Task instructions: In the material below, find every line containing "lane" and copy that line.

Records for processing:
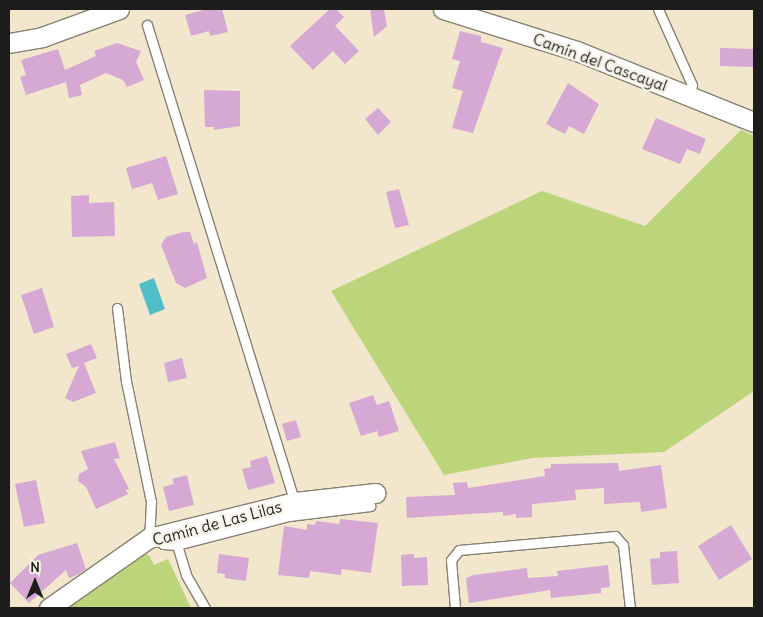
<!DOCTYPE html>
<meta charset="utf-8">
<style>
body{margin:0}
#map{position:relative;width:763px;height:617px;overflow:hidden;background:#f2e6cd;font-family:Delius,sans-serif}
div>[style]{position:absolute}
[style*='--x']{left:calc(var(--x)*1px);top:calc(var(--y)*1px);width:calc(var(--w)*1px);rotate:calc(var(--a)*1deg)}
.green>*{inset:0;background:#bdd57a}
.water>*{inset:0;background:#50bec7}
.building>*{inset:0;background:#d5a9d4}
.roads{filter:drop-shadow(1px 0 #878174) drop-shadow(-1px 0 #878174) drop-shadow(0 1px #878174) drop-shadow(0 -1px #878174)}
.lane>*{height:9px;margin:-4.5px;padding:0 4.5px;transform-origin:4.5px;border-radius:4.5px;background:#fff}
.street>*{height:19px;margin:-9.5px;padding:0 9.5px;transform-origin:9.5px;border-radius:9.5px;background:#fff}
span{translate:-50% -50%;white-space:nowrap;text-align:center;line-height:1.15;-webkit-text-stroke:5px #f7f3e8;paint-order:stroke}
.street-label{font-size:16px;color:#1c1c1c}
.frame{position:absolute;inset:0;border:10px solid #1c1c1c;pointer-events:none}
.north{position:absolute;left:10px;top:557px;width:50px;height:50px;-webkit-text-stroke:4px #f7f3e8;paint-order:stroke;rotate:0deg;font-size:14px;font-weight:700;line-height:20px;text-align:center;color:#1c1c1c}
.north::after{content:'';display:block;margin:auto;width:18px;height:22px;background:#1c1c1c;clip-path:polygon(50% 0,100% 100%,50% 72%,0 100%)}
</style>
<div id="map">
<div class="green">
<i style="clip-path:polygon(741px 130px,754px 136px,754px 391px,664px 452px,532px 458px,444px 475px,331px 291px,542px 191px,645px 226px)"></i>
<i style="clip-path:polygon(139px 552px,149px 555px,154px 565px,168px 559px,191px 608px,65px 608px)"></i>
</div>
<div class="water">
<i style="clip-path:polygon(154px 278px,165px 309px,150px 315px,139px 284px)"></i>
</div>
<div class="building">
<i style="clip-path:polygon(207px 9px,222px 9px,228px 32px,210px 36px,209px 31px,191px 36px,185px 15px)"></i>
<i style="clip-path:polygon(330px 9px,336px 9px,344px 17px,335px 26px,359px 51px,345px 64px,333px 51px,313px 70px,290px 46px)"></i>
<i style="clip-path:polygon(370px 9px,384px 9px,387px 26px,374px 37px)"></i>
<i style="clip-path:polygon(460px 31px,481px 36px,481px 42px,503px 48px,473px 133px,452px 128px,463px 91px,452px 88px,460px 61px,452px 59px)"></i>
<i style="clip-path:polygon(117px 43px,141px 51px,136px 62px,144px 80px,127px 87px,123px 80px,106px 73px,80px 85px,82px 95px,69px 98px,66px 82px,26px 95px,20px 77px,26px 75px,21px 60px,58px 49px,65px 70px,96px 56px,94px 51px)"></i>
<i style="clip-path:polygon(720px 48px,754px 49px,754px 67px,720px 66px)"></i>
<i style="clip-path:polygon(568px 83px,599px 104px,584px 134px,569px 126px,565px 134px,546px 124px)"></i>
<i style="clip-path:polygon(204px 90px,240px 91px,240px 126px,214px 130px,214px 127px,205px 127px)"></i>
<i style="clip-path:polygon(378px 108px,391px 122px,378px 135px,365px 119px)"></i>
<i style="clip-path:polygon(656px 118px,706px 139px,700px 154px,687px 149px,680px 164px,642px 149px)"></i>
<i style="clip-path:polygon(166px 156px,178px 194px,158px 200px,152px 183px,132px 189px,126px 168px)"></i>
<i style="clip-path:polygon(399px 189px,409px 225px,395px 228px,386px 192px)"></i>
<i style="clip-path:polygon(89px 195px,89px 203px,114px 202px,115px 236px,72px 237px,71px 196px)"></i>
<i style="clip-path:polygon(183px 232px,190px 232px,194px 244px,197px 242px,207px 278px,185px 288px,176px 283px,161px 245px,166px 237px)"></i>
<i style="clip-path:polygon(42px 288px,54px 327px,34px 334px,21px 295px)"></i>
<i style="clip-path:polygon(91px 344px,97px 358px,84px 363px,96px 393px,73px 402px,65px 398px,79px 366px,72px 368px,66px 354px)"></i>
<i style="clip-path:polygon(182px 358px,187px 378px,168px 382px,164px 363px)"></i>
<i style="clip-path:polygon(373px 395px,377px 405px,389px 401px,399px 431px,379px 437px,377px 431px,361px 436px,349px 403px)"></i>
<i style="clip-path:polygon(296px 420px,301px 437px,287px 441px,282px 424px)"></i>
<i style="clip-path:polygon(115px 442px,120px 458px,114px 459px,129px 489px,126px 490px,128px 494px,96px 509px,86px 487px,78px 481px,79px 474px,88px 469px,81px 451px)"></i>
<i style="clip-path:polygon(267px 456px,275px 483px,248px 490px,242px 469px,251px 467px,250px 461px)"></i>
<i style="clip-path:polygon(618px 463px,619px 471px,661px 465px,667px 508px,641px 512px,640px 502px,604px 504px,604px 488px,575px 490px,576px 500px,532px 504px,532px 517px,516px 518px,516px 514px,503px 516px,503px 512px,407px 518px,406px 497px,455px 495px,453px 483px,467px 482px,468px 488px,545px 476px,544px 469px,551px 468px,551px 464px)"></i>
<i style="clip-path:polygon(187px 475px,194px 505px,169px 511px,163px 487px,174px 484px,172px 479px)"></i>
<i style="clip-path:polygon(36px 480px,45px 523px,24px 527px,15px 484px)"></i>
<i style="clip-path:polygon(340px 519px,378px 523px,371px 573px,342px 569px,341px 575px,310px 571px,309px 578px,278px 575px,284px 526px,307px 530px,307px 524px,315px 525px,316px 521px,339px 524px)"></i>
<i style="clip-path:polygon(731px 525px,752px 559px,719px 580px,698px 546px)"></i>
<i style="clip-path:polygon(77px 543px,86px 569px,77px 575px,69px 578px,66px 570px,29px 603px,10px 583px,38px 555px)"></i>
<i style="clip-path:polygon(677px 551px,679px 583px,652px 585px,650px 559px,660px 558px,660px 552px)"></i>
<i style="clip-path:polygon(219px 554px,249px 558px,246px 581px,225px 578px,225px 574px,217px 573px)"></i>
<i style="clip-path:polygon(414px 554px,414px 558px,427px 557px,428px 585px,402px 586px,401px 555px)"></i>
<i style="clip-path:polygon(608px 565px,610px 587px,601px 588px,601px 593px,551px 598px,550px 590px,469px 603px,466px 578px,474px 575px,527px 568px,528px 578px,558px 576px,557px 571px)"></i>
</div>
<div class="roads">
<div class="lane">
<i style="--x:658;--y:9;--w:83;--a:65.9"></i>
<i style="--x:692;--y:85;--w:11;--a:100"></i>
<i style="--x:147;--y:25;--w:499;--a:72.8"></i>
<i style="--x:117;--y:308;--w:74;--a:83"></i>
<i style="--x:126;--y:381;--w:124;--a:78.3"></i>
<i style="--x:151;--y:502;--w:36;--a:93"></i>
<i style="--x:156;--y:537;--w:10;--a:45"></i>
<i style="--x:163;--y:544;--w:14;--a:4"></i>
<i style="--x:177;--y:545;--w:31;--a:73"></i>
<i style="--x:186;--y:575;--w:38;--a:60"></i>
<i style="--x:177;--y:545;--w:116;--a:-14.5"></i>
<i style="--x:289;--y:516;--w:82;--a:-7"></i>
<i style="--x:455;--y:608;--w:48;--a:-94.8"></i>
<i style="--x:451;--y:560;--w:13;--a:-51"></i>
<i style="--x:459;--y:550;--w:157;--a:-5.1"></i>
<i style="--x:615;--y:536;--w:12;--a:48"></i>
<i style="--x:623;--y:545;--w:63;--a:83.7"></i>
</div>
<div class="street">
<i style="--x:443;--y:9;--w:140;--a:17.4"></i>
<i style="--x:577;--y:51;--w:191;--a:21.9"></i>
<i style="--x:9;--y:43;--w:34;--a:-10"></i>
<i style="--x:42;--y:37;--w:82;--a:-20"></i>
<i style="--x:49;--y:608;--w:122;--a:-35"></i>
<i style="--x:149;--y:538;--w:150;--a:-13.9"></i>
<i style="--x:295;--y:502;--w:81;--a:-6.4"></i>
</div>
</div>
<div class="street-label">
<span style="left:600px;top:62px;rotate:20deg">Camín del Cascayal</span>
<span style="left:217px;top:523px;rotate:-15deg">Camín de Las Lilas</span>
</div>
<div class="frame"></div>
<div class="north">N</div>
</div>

Your solution:
.lane>*{height:9px;margin:-4.5px;padding:0 4.5px;transform-origin:4.5px;border-radius:4.5px;background:#fff}
<div class="lane">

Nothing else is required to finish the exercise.